::: SOURCE DATA
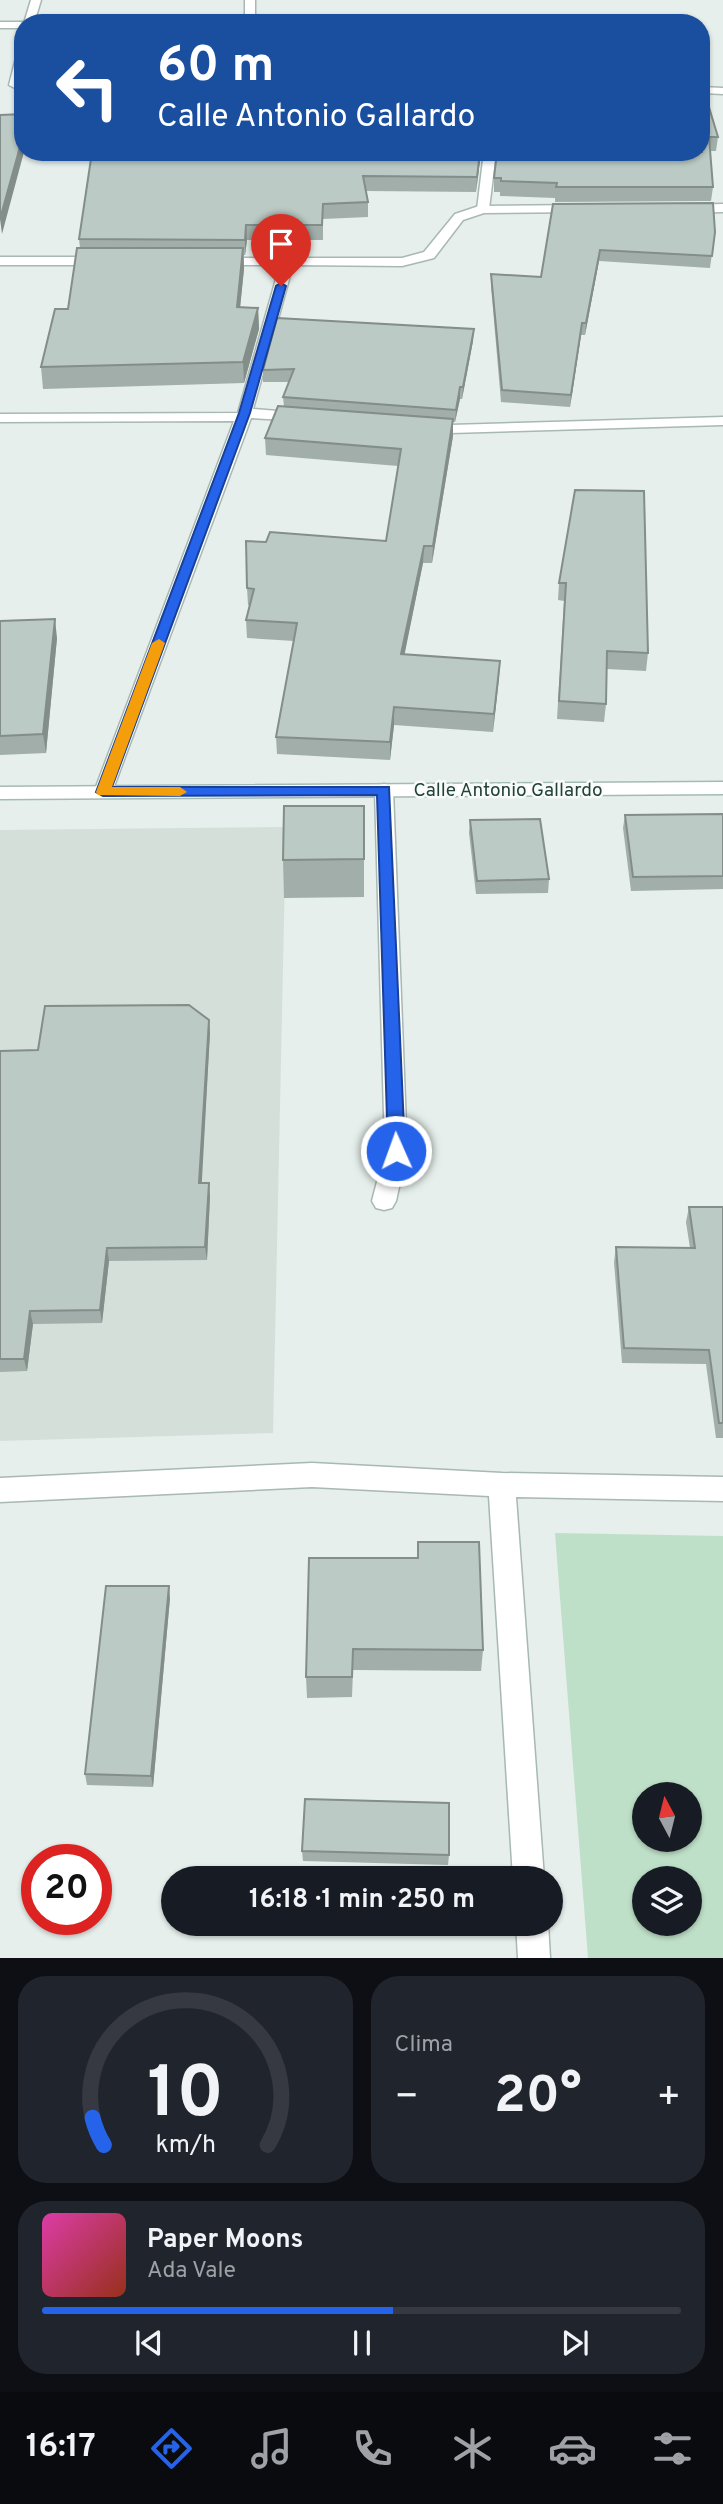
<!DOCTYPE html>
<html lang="es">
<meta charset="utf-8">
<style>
:root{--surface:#171b24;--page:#20242c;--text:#f1f3f6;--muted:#9ea1a6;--line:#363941;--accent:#2563eb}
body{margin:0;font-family:Overpass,sans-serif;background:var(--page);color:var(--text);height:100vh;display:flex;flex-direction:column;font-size:26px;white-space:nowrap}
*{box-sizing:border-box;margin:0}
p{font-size:23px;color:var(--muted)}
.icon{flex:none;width:38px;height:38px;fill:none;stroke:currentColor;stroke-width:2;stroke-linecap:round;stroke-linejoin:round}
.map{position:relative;height:1958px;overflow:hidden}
.side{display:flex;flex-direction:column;gap:18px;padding:18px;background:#0d0f14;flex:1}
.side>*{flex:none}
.top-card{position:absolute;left:14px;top:14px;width:696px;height:147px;border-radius:28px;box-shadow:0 2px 5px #0004;background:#1a4fa0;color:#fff;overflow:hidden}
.needle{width:46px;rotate:353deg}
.fabs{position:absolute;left:632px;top:1782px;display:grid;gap:14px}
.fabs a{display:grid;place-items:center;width:70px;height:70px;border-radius:50%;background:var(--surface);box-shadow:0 2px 5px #0004;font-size:35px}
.speed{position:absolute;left:21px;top:1844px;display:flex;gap:14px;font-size:35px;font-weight:700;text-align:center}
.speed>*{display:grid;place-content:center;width:91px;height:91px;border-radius:50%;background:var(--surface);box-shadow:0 2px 5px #0004;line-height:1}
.speed .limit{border:10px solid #d22;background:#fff;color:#111}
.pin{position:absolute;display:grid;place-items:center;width:60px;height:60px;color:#fff;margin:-72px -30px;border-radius:50% 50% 50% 0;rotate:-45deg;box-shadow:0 0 7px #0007}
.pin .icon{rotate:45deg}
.me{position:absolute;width:77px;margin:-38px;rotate:358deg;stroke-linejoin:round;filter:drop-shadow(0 0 5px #0008)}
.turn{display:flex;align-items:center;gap:24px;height:147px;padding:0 28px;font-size:32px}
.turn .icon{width:91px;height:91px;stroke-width:2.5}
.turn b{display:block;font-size:49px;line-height:60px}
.big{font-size:52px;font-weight:700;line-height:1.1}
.side .widget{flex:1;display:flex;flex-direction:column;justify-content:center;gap:10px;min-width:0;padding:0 24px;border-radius:28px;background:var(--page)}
.side .dial{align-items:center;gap:0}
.dial svg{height:182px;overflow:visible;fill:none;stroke:var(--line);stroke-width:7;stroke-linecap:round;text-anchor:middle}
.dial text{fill:var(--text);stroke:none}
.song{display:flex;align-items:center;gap:21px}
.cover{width:84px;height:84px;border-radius:10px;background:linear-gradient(135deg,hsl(320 70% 55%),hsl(10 70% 35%))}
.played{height:7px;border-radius:4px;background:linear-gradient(90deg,var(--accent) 55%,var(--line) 55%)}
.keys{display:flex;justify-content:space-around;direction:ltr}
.heat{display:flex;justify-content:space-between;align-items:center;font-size:38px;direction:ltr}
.side .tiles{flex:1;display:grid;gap:18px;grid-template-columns:1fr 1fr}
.widget:last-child{grid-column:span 2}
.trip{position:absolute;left:161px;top:1866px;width:402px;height:70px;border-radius:35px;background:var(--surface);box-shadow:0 2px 5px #0004;font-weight:700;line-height:70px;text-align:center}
.menu{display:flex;height:112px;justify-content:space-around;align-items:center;background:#090b0e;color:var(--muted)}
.menu .icon{width:49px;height:49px}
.menu .active{color:var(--accent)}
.menu b{font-size:32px;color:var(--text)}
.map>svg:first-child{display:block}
</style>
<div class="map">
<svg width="723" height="1958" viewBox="0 0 723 1958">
<rect width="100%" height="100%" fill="#e6efeb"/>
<path fill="#d4dfda" d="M 286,827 L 273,1433 L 0,1441 L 0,830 Z"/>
<path fill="#bfe0c8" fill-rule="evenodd" d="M 555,1533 L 723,1536 L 723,1958 L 588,1958 ZM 644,1794 L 690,1794 L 690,1839 L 644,1839 ZM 644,1878 L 690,1878 L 690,1923 L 644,1923 Z"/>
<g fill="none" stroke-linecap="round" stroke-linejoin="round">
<g stroke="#a8b8b2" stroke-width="3">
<path id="lane" d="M 0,22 L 23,22 L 27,23 L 23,23 L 23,28 L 0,28 Z
M 484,152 L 496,152 L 489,209 L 483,213 L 477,209 Z
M 384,784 L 391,786 L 393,790 L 407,1151 L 396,1201 L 392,1208 L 384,1210 L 376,1208 L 372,1201 L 385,1151 L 375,790 L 377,786 Z"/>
</g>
<g stroke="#a8b8b2" stroke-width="3">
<path id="street" d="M 31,0 L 41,0 L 34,23 L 24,23 Z
M 245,0 L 255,0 L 255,23 L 245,23 Z
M 23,47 L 21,85 L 15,88 L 9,85 L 18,50 Z
M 702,87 L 723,88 L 723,94 L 702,93 Z
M 723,204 L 723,212 L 685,213 L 679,209 L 685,205 Z
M 579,205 L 585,209 L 583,212 L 484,213 L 463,220 L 434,258 L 402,266 L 293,265 L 253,409 L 302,413 L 309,417 L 302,421 L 251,418 L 112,792 L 110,796 L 96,796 L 94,792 L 234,421 L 0,422 L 0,414 L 238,413 L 280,265 L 216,265 L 209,261 L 211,258 L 402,258 L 424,252 L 455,214 L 479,206 Z
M 0,257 L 103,257 L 110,261 L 103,265 L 0,265 Z
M 723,417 L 723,425 L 451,433 L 424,431 L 417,427 L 424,423 L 451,425 Z
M 312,1463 L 502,1473 L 723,1477 L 723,1501 L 516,1497 L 544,1878 L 513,1878 L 489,1496 L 312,1487 L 0,1502 L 0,1478 Z
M 516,1923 L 548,1923 L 550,1958 L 518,1958 Z"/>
</g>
<g stroke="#a4bbb3" stroke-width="3">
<path id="secondary" d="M 723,782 L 723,794 L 0,799 L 0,787 Z"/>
</g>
<use href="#lane" fill="#fff" fill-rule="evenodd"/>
<use href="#street" fill="#fff" fill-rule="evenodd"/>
<use href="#secondary" fill="#fff" fill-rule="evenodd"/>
</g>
<path fill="#a1aea9" d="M 702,94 L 718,137 L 716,151 L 710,151 L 713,187 L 711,201 L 555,202 L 555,198 L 500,196 L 500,192 L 494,192 L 494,178 Z
M 92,152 L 481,152 L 476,192 L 366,191 L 368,202 L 368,217 L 323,219 L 323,240 L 247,240 L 245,255 L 244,255 L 244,269 L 240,307 L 258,308 L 259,329 L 244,383 L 43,389 L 41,367 L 68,309 L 80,248 L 79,239 Z
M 553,204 L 715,232 L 710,268 L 599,261 L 585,335 L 581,335 L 570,407 L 501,402 L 491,286 L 491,274 L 541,277 Z
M 473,341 L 462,399 L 460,399 L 455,422 L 453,422 L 453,436 L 432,563 L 423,563 L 404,655 L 500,661 L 493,732 L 394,725 L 390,760 L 277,754 L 276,737 L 294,641 L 247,638 L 246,620 L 249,605 L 248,605 L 247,588 L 266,542 L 386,541 L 398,466 L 266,455 L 265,438 L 284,407 L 283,397 L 289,382 L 263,382 L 263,370 Z
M 575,490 L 648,653 L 646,671 L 607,669 L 606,704 L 604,722 L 557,719 L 564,601 L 558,600 L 559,583 Z
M 0,621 L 57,638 L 46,753 L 0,755 Z
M 364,806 L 364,897 L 284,898 L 283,860 Z
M 723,814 L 723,889 L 631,891 L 623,828 L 625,815 Z
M 470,820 L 549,879 L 548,893 L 476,894 L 469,833 Z
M 209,1020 L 210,1033 L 201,1183 L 210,1196 L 207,1260 L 109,1261 L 102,1323 L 33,1324 L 27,1371 L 0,1372 L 0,1051 L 38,1050 Z
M 689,1207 L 723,1207 L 723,1438 L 716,1438 L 706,1364 L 622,1363 L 614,1262 L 616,1247 L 690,1248 L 686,1222 Z
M 418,1542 L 483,1650 L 481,1671 L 353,1670 L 352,1697 L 307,1698 L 306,1677 L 417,1558 Z
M 170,1598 L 153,1787 L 87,1785 L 85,1774 Z
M 302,1851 L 449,1855 L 448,1865 L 303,1861 Z"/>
<path fill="#838d89" d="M 23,136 L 23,152 L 24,152 L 2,234 L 0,219 Z
M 480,152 L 481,152 L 476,192 L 477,177 Z
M 246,225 L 247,240 L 245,255 L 245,240 Z
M 243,248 L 244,269 L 238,328 L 237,307 Z
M 600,250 L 599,261 L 585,335 L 586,323 Z
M 258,308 L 259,329 L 244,383 L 243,362 Z
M 582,323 L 581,335 L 570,407 L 571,395 Z
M 474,329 L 473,341 L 462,399 L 463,387 Z
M 460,387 L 460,399 L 455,422 L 456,410 Z
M 453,419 L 453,436 L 432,563 L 433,546 Z
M 424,546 L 423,563 L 401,672 L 401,654 Z
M 55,619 L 57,638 L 46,753 L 43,734 Z
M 500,661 L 499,679 L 493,732 L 494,714 Z
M 394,707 L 394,725 L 390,760 L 390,742 Z
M 209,1020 L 210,1033 L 201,1197 L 199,1183 Z
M 209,1183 L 210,1196 L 207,1260 L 205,1247 Z
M 107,1248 L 109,1261 L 102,1323 L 100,1310 Z
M 30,1311 L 33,1324 L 27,1371 L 24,1359 Z
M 169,1586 L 170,1598 L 153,1787 L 151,1776 Z"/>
<path fill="#bbcac4" stroke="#838d89" stroke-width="2" d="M 702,94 L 705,94 L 718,137 L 709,137 L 713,187 L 556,187 L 557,183 L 501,181 L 501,178 L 494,178 L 497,152 L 702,152 Z
M 23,114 L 23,136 L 0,219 L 0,115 Z
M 92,152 L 480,152 L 477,177 L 363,176 L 368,202 L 323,204 L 322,225 L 246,225 L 245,240 L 79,239 Z
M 713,203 L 715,232 L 712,256 L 600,250 L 586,323 L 582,323 L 571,395 L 502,390 L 491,274 L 541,277 L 553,204 Z
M 77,248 L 243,248 L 237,307 L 258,308 L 243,362 L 41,367 L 55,309 L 68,309 Z
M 277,318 L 474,329 L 463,387 L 460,387 L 456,410 L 283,397 L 294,369 L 263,370 Z
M 278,406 L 453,419 L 433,546 L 424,546 L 401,654 L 500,661 L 494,714 L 394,707 L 390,742 L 276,737 L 297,623 L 246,620 L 254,589 L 247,588 L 246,541 L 266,542 L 270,532 L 386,541 L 401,449 L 265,438 Z
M 575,490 L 644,491 L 648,653 L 607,651 L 606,704 L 559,701 L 566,583 L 559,583 Z
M 55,619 L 43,734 L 0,736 L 0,621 Z
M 284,806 L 364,806 L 364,859 L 283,860 Z
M 723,814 L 723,876 L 633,877 L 625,815 Z
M 540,819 L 549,879 L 477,881 L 470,820 Z
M 189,1005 L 209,1020 L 199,1183 L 209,1183 L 205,1247 L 107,1248 L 100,1310 L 30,1311 L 24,1359 L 0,1359 L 0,1051 L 38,1050 L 45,1006 Z
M 689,1207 L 723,1207 L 723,1423 L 719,1423 L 709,1350 L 624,1348 L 616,1247 L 695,1248 Z
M 418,1542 L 479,1542 L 483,1650 L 353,1649 L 352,1677 L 306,1677 L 309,1558 L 418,1558 Z
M 106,1586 L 169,1586 L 151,1776 L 85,1774 Z
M 305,1799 L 449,1803 L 449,1855 L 302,1851 Z"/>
<path fill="#2563eb" stroke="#184099" stroke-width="2" d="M 281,283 L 286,286 L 250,413 L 112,787 L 389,787 L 405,1151 L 403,1156 L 390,1156 L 388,1151 L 377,795 L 103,796 L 96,792 L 239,413 L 276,286 Z"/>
<path fill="#f59e0b" d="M 159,639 L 165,643 L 112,787 L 180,787 L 187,792 L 180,796 L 98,795 L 96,792 L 152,643 Z"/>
<g text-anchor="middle" stroke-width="5" stroke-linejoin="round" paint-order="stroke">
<g font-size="19" fill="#24423a" stroke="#f7fbf9">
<text x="508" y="796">Calle Antonio Gallardo</text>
</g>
</g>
</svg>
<div class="fabs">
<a><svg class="needle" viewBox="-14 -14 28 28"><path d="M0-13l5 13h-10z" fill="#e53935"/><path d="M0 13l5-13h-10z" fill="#9ea1a6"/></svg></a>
<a><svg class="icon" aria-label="layers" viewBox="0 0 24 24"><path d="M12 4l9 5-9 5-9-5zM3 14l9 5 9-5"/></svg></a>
</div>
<div class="speed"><div class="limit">20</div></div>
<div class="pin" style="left:281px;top:286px;background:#d93025"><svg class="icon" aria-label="arrive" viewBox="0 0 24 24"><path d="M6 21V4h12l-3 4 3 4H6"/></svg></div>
<svg class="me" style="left:396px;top:1151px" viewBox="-20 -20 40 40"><circle r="17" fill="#2563eb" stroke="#fff" stroke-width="3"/><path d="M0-11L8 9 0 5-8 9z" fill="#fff"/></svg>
<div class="trip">16:18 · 1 min · 250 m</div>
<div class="top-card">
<div class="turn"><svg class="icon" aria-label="left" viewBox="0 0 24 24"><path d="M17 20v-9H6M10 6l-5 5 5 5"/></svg><div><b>60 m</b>Calle Antonio Gallardo</div></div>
</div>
</div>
<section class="side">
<div class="tiles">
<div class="widget dial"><svg viewBox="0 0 100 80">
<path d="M14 69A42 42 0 1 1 86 69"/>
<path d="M14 69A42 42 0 0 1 9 57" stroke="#2563eb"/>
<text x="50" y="56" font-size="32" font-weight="700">10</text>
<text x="50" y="72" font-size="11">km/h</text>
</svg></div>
<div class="widget"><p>Clima</p>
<div class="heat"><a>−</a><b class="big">20°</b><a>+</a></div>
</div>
<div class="widget">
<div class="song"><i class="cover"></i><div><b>Paper Moons</b><p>Ada Vale</p></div></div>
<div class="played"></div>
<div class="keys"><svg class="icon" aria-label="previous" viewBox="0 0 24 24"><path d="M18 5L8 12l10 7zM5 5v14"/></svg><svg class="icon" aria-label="pause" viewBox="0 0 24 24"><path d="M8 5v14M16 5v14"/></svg><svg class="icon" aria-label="next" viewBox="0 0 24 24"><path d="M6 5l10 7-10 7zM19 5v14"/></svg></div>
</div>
</div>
</section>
<nav class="menu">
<b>16:17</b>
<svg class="icon active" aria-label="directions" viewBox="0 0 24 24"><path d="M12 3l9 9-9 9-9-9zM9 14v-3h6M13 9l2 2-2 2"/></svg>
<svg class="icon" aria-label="music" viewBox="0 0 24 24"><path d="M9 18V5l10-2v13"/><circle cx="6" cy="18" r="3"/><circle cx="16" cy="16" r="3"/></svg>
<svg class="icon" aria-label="phone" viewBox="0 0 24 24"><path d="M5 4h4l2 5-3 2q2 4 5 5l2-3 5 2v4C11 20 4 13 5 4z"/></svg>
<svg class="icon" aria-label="climate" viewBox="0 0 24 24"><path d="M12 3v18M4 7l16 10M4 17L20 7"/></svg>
<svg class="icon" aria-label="car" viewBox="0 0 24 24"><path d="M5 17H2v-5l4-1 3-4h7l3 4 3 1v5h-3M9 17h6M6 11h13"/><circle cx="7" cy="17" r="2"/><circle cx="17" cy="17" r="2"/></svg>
<svg class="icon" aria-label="filters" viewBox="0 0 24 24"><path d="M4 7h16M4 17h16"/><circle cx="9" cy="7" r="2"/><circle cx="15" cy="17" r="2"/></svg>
</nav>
::::::
### WHAT THE TASK ASKS
Copy back the listing above exactly, but only from the line with "69A42 42 0 0" through the line with "3l9 9-9 9-9-9zM9", both ends included.

### ANSWER SPACE
<path d="M14 69A42 42 0 0 1 9 57" stroke="#2563eb"/>
<text x="50" y="56" font-size="32" font-weight="700">10</text>
<text x="50" y="72" font-size="11">km/h</text>
</svg></div>
<div class="widget"><p>Clima</p>
<div class="heat"><a>−</a><b class="big">20°</b><a>+</a></div>
</div>
<div class="widget">
<div class="song"><i class="cover"></i><div><b>Paper Moons</b><p>Ada Vale</p></div></div>
<div class="played"></div>
<div class="keys"><svg class="icon" aria-label="previous" viewBox="0 0 24 24"><path d="M18 5L8 12l10 7zM5 5v14"/></svg><svg class="icon" aria-label="pause" viewBox="0 0 24 24"><path d="M8 5v14M16 5v14"/></svg><svg class="icon" aria-label="next" viewBox="0 0 24 24"><path d="M6 5l10 7-10 7zM19 5v14"/></svg></div>
</div>
</div>
</section>
<nav class="menu">
<b>16:17</b>
<svg class="icon active" aria-label="directions" viewBox="0 0 24 24"><path d="M12 3l9 9-9 9-9-9zM9 14v-3h6M13 9l2 2-2 2"/></svg>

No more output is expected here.